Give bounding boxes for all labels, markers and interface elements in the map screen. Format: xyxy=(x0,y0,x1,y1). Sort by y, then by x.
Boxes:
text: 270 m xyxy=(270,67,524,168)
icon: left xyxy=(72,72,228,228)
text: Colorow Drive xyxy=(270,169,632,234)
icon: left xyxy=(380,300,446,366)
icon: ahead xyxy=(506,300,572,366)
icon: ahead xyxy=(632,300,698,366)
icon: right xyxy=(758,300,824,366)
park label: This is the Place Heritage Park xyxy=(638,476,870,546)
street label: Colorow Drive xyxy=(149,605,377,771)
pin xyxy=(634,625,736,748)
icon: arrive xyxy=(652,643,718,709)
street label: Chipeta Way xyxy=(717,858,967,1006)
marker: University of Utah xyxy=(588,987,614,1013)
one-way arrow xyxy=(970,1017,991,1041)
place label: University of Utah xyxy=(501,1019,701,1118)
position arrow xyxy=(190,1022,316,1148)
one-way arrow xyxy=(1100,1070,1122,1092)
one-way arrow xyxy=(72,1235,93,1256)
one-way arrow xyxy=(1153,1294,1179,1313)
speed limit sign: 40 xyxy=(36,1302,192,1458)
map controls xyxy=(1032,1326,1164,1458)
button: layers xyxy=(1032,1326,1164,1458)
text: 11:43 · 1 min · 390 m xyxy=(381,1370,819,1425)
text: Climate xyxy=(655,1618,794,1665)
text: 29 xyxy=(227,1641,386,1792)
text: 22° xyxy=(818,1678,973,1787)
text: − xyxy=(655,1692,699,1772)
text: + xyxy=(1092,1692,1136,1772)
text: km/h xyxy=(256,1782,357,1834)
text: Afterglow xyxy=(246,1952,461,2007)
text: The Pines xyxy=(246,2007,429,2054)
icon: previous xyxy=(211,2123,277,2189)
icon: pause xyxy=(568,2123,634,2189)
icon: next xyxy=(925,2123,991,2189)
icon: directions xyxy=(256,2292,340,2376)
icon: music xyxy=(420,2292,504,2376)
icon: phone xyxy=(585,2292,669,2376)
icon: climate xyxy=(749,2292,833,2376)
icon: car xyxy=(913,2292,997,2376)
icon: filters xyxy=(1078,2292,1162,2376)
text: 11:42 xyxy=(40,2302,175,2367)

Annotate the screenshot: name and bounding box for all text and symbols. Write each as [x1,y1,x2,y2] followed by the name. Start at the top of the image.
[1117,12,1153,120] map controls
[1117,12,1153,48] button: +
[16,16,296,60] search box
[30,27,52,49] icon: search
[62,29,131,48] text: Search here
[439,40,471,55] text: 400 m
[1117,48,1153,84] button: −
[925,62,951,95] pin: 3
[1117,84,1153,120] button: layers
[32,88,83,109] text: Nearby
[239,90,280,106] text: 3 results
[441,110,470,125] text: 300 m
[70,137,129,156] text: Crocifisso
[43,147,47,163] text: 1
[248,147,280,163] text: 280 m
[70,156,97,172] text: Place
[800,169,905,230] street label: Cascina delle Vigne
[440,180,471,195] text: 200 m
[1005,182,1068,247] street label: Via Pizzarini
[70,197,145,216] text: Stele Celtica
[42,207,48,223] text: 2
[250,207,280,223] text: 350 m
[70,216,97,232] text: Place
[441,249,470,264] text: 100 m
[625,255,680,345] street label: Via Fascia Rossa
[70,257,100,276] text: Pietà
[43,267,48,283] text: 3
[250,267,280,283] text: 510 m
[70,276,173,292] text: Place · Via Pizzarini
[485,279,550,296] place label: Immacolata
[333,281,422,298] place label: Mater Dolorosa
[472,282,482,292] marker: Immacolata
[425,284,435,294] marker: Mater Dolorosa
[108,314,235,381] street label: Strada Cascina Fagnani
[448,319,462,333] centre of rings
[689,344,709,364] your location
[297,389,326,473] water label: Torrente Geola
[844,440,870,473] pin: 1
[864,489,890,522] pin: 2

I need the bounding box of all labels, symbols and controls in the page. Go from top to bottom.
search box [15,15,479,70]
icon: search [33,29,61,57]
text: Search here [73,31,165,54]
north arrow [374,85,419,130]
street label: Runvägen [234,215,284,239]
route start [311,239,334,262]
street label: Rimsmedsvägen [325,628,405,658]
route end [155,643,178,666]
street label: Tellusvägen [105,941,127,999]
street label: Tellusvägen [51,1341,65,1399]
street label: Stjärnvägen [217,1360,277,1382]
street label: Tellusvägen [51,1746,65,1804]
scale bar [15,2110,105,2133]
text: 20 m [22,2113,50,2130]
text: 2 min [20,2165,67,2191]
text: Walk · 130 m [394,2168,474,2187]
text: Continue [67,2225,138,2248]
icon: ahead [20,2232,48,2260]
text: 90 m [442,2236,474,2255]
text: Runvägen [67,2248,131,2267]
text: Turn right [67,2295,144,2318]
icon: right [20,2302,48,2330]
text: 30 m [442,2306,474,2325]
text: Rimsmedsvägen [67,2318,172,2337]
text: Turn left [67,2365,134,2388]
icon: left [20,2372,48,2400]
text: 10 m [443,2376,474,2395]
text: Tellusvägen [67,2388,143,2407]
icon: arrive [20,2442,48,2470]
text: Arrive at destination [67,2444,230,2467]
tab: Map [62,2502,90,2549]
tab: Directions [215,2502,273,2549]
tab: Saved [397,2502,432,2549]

########################################

How many lines in these entries contain the string "Pizzarini"? State the number and nothing more.

SOLVED PROBLEM:
2